The European Parliament took a significant step this month to bring about potentially transformative changes within the music streaming industry. Members of the European Parliament (MEPs) voted with a resounding majority of 532 votes in favour and 61 against (with 33 abstentions) in favour of a resolution calling for new EU rules to “ensure a fair, inclusive and sustainable ecosystem”.
A revenue distribution model perceived as resulting in unjust compensation for smaller, growing artists.
MEPs have called upon major music streaming platforms to rectify the "imbalance in revenue allocation" and ensure just remuneration for artists. The resolution emphasised the absence of existing EU regulations overseeing music streaming platforms, despite their widespread use as the primary method of music consumption. MEPs advocated for the re-evaluation of outdated "pre-digital" royalty rates, urging the industry to explore fairer models of streaming revenue allocation, such as pro-rata and user-centric approaches.

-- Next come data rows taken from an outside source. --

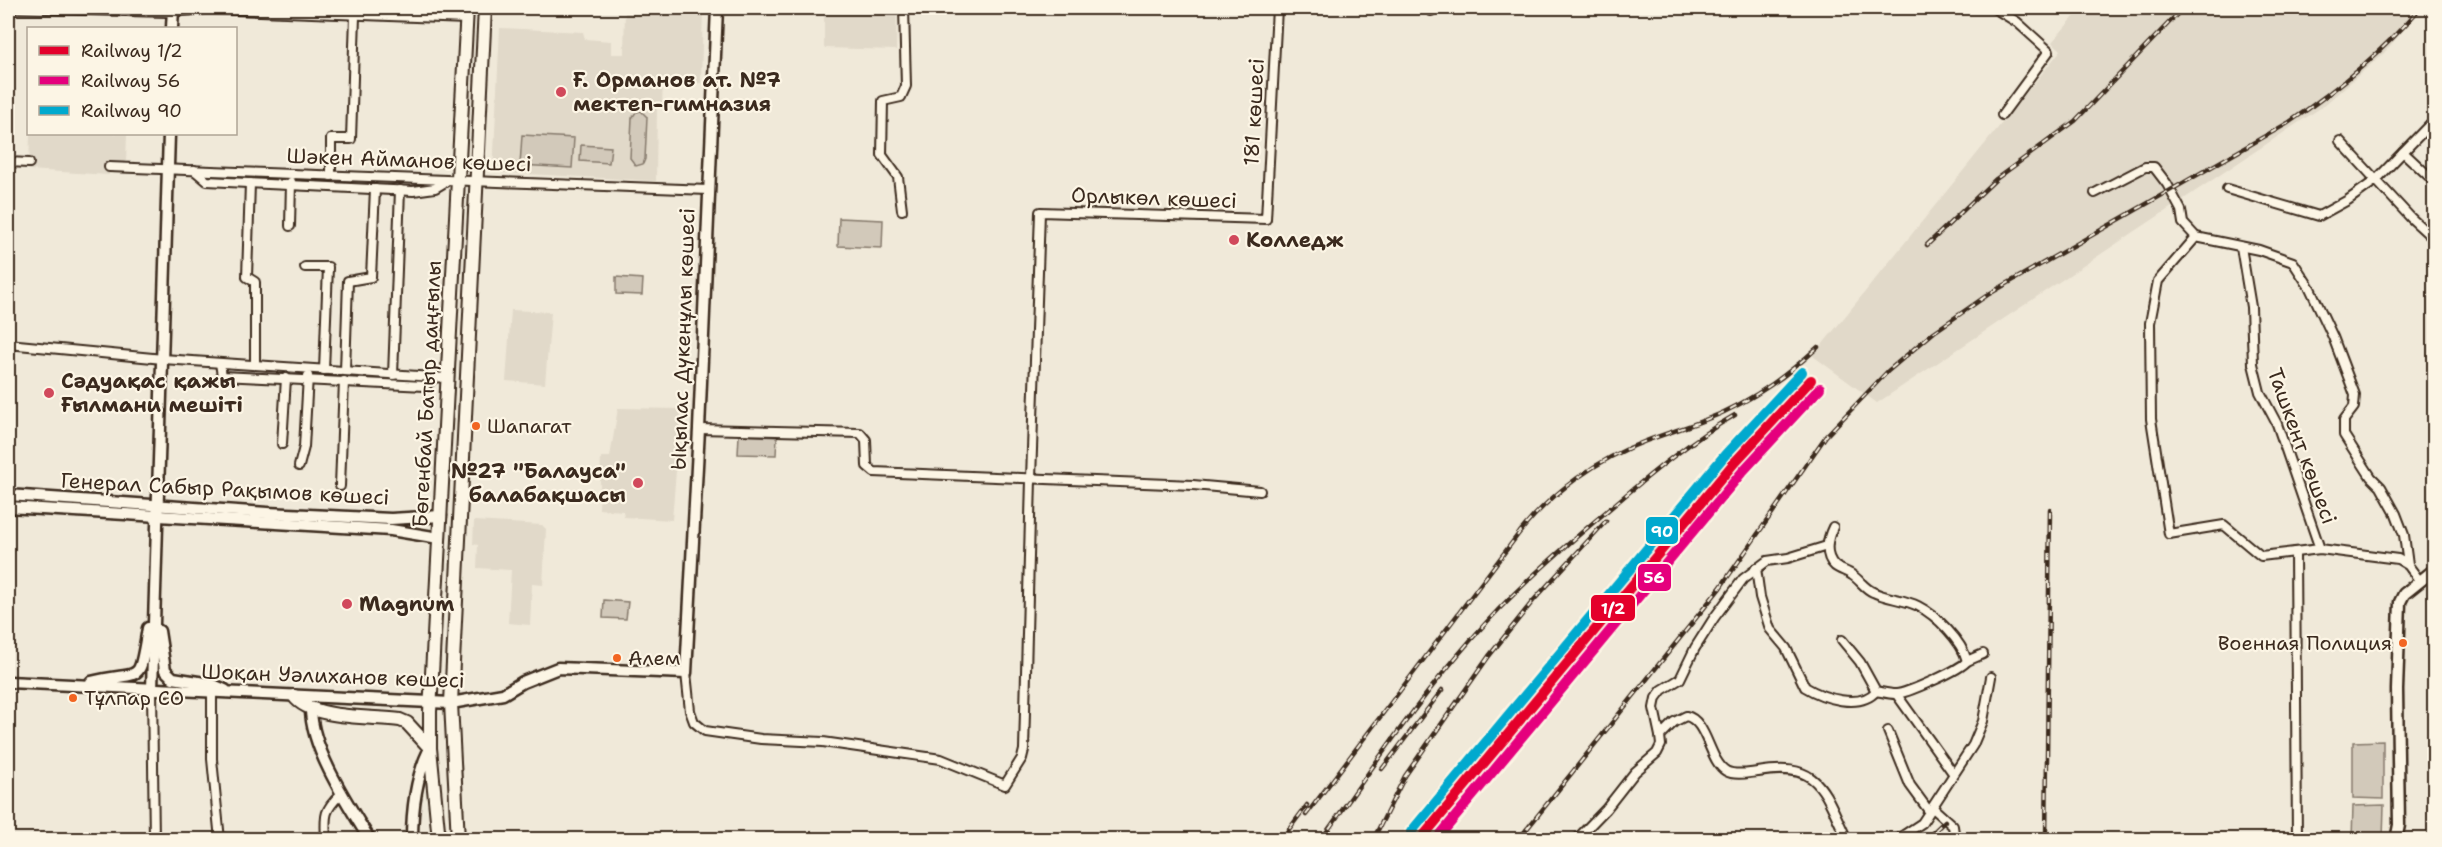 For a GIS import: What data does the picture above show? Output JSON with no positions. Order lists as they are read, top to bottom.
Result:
{
  "streets": {
    "main road": ["Бөгенбай Батыр даңғылы"],
    "street": [
      "181 көшесі",
      "Шәкен Айманов көшесі",
      "Орлыкөл көшесі",
      "Ықылас Дүкенұлы көшесі",
      "Ташкент көшесі",
      "Генерал Сабыр Рақымов көшесі",
      "Шоқан Уәлиханов көшесі"
    ]
  },
  "crossings": [
    ["181 көшесі", "Орлыкөл көшесі"],
    ["Шәкен Айманов көшесі", "Ықылас Дүкенұлы көшесі"],
    ["Шәкен Айманов көшесі", "Бөгенбай Батыр даңғылы"],
    ["Ықылас Дүкенұлы көшесі", "Шоқан Уәлиханов көшесі"],
    ["Бөгенбай Батыр даңғылы", "Генерал Сабыр Рақымов көшесі"],
    ["Бөгенбай Батыр даңғылы", "Шоқан Уәлиханов көшесі"]
  ],
  "places": [
    "Ғ. Орманов ат. №7 мектеп-гимназия",
    "Колледж",
    "Сәдуақас қажы Ғылмани мешіті",
    "Шапагат",
    "№27 \"Балауса\" балабақшасы",
    "Magnum",
    "Военная Полиция",
    "Алем",
    "Тұлпар СО"
  ],
  "lines": ["rail line 90", "rail line 1/2", "rail line 56"],
  "legend": ["Railway 1/2", "Railway 56", "Railway 90"]
}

A perceived lack of cultural diversity and a need for better promotion of “local” performers in the music streaming industry (particularly music not in the English language).

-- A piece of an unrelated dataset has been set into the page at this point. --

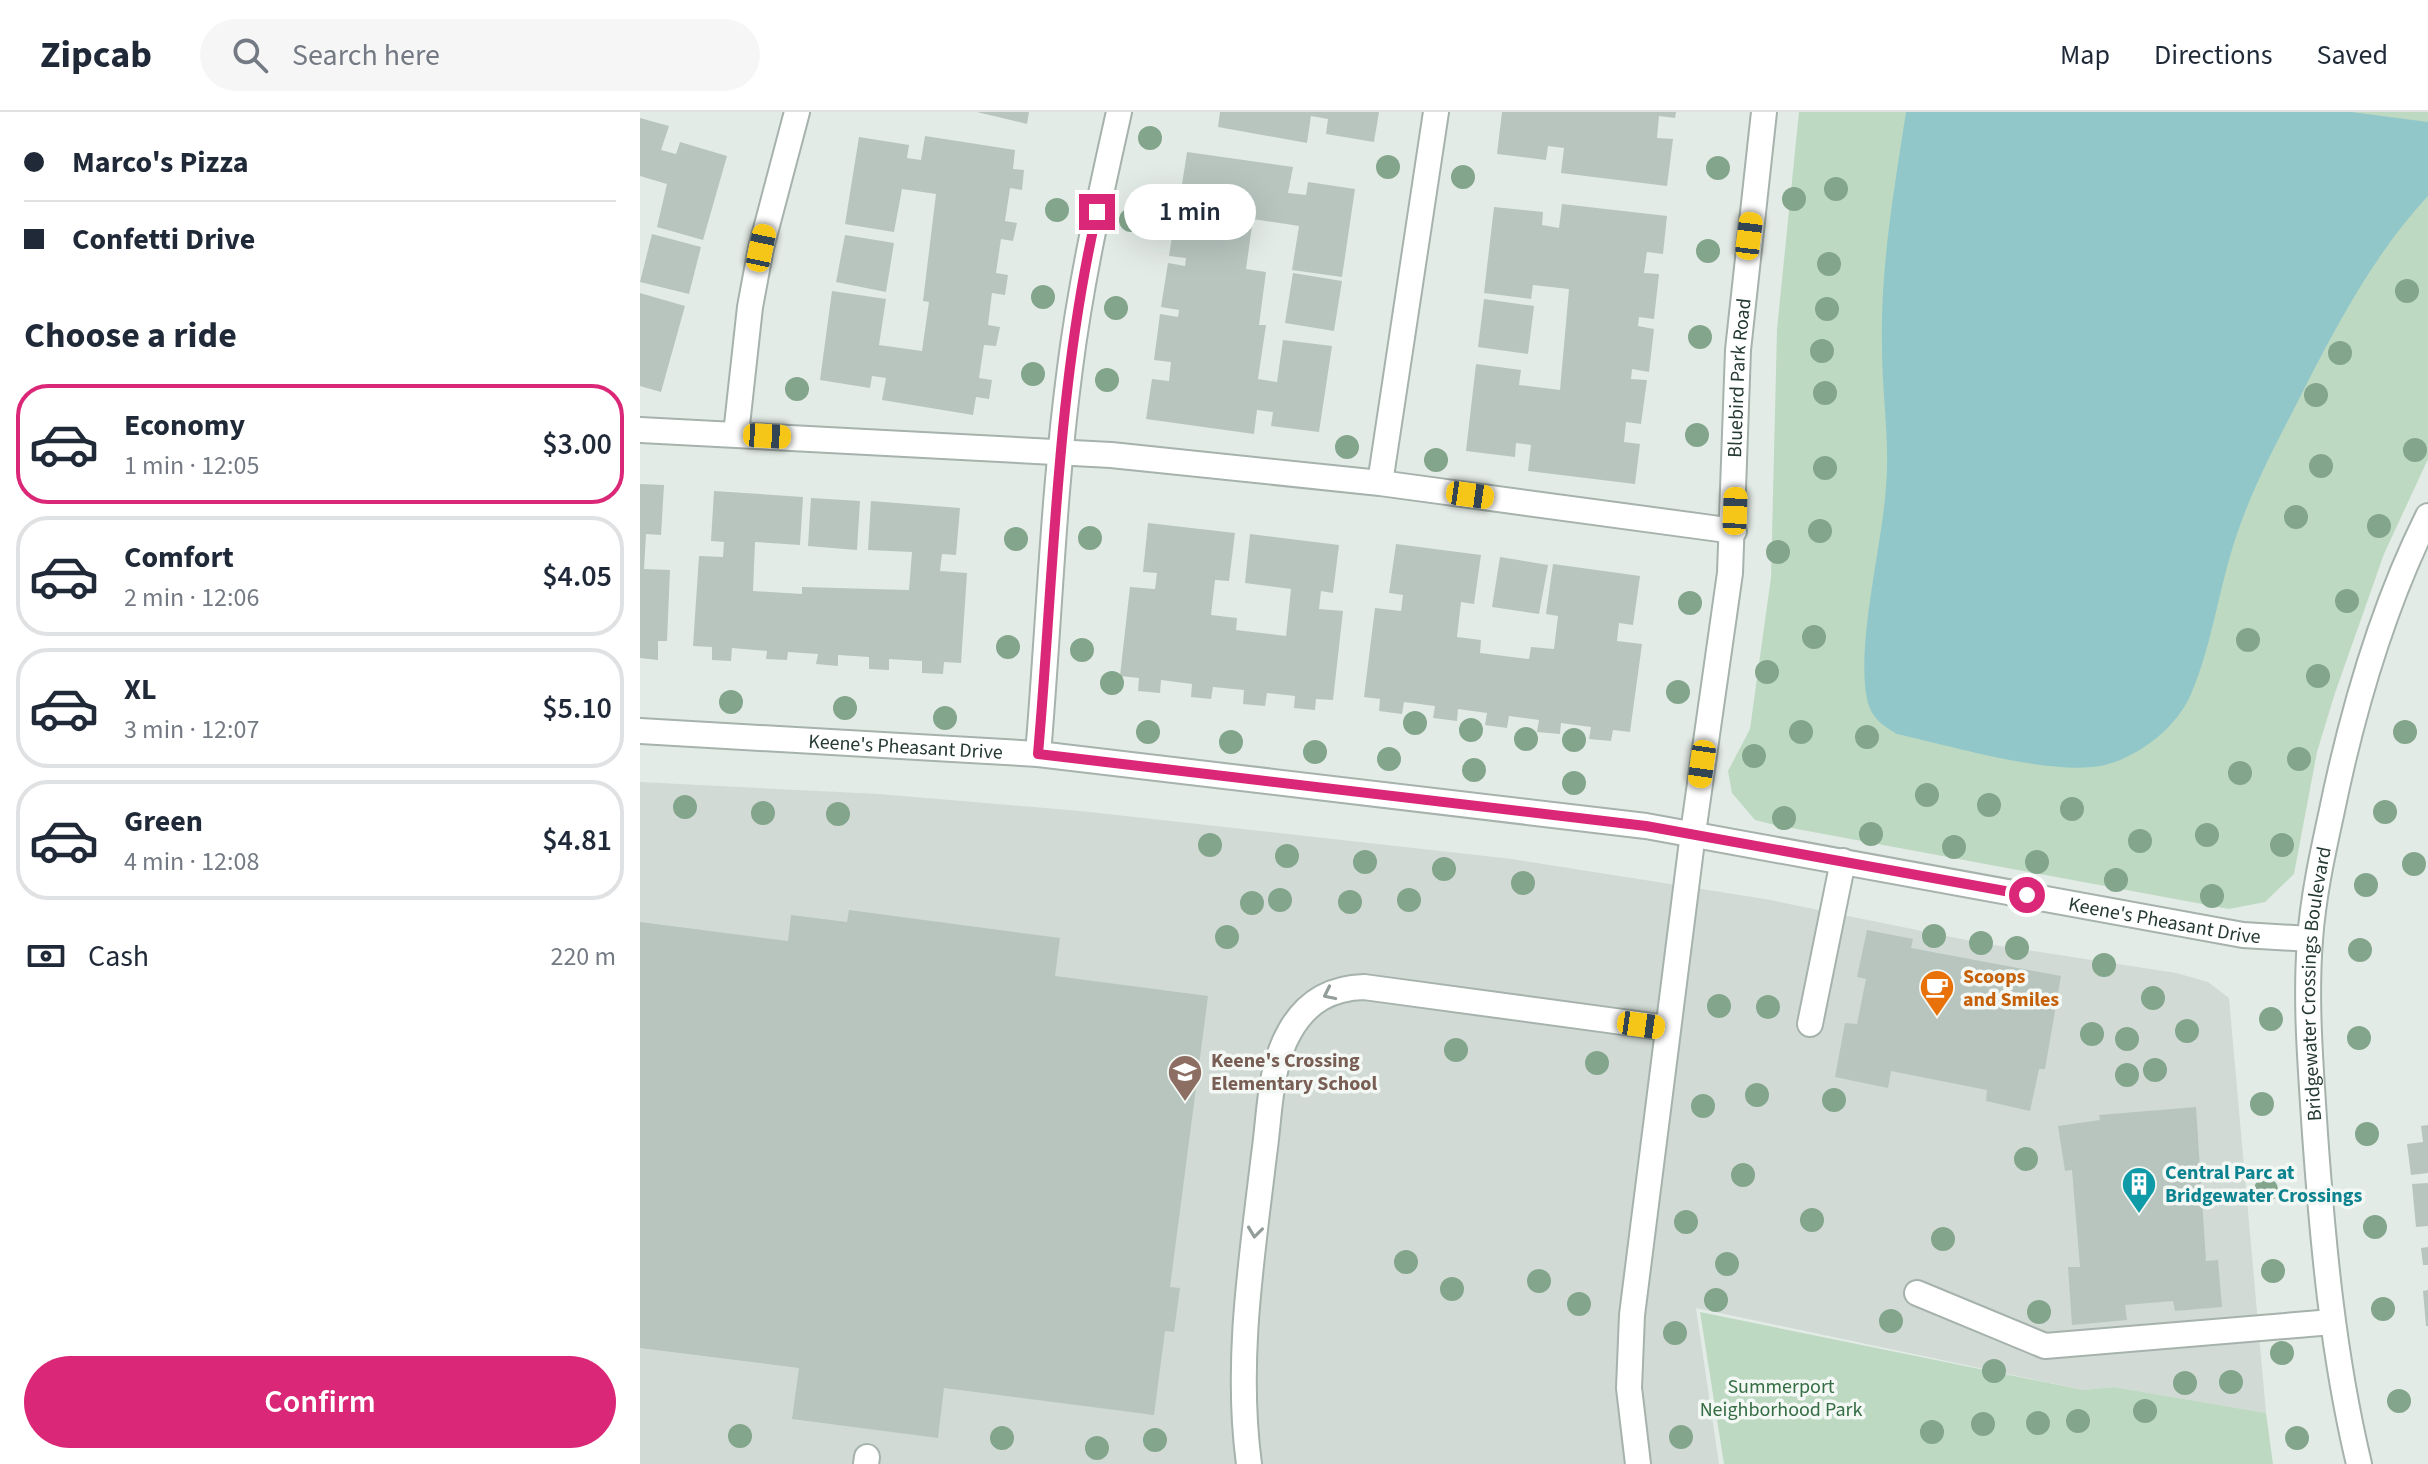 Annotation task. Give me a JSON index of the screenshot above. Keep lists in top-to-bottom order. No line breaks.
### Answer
{"streets":{"street":["Bluebird Park Road","Keene's Pheasant Drive","Bridgewater Crossings Boulevard"]},"crossings":[["Bluebird Park Road","Keene's Pheasant Drive"],["Keene's Pheasant Drive","Bridgewater Crossings Boulevard"]],"parks":["Summerport Neighborhood Park"],"places":{"cafe":["Scoops and Smiles"],"school or university":["Keene's Crossing Elementary School"],"building":["Central Parc at Bridgewater Crossings"]},"page":{"header":"Zipcab","search":"Search here","nav":["Map","Directions","Saved"],"banner":["Marco's Pizza","Confetti Drive"],"bubble":"1 min","heading":"Choose a ride","list":[{"name":"Economy","note":"1 min · 12:05","value":"$3.00"},{"name":"Comfort","note":"2 min · 12:06","value":"$4.05"},{"name":"XL","note":"3 min · 12:07","value":"$5.10"},{"name":"Green","note":"4 min · 12:08","value":"$4.81"}],"pay":["Cash","220 m"],"buttons":"Confirm"}}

The proposal seeks to enhance the visibility and accessibility of European musical works in particular, while also addressing the overwhelming volume of content added to streaming services. MEPs have suggested there should be greater focus on independent artists from a larger pool of genres and languages in order to promote diversity. European Parliament member, Ibán García del Blanco, stressed the importance of amplifying the concerns of European creators, prioritising cultural diversity and equitable compensation for authors:
“The Parliament is giving voice to the concerns of European creators, who are at the heart of the music streaming market. Cultural diversity and ensuring that authors are credited and fairly paid has always been our priority; this is why we ask for rules that ensure algorithms and recommendation tools used by music streaming services are transparent as well as in their use of AI tools, placing European authors at the centre”.

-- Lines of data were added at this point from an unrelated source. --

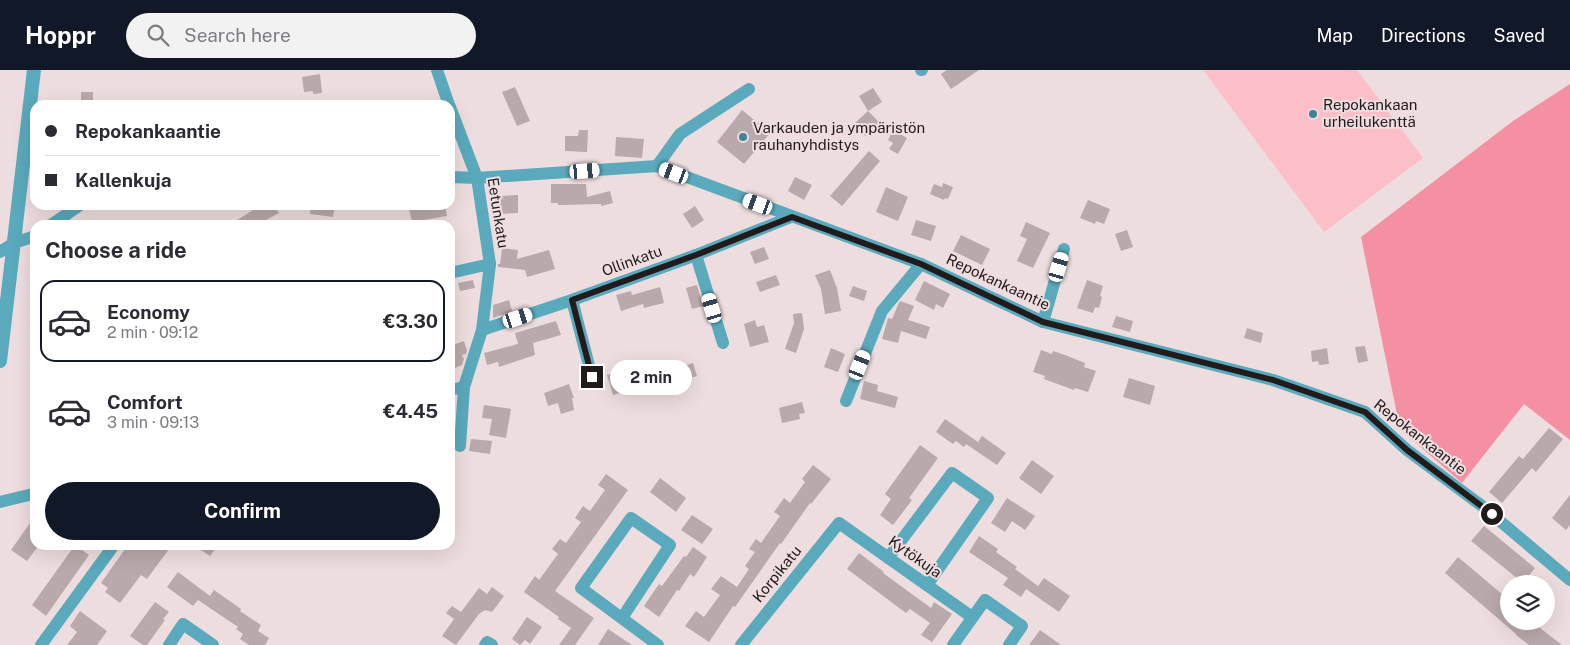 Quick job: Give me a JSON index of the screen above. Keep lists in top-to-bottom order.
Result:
{
  "streets": {
    "street": [
      "Eetunkatu",
      "Ollinkatu",
      "Repokankaantie",
      "Kytökuja",
      "Korpikatu"
    ]
  },
  "crossings": [
    ["Eetunkatu", "Ollinkatu"],
    ["Eetunkatu", "Repokankaantie"],
    ["Ollinkatu", "Repokankaantie"],
    ["Kytökuja", "Korpikatu"]
  ],
  "places": ["Repokankaan urheilukenttä", "Varkauden ja ympäristön rauhanyhdistys"],
  "page": {
    "header": "Hoppr",
    "search": "Search here",
    "nav": ["Map", "Directions", "Saved"],
    "banner": ["Repokankaantie", "Kallenkuja"],
    "heading": "Choose a ride",
    "list": [
      {
        "name": "Economy",
        "note": "2 min · 09:12",
        "value": "€3.30"
      },
      {
        "name": "Comfort",
        "note": "3 min · 09:13",
        "value": "€4.45"
      }
    ],
    "bubble": "2 min",
    "buttons": "Confirm"
  }
}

Fraudulent activities on streaming platforms diverting royalties from genuine players.
The European Parliament additionally called for transparency in streaming platforms' algorithms and recommendation tools to curb unfair practices like the manipulation of streaming figures and streaming fraud (for example, when bad actors use bots or other means to artificially inflate the number of streams for particular tracks). The industry will, no doubt, welcome moves from the European Parliament to tackle this sort of fraudulent behaviour on streaming sites.
The impact of AI-generated content on the revenues and discoverability opportunities for human artists.
Building on the EU's Artificial Intelligence Act, MEPs proposed the introduction of a label to identify songs generated by AI. The resolution also advocates for measures to combat the use of AI “deepfakes” that feature an artist’s likeness without permission. It calls for deployment of ‘identification tools’ to detect these deepfakes.
This resolution does not immediately result in legislation, but this vote is an interesting step toward initiating potentially widespread changes for music streaming within the EU.
This resolution comes against the background of similar concerns in the UK, and the Intellectual Property Office has recently published a Voluntary Code of Good Practice on Transparency in Music Streaming. It follows the recommendations of the Culture, Media and Sport Select Committee’s Inquiry into Music Streaming. It sets out agreed standards of good practice, forming part of a shared ambition across the music industry to build greater trust in music-maker contracts, streaming licensing deals, royalty payments, usage data, audit rights, and communication to music creators.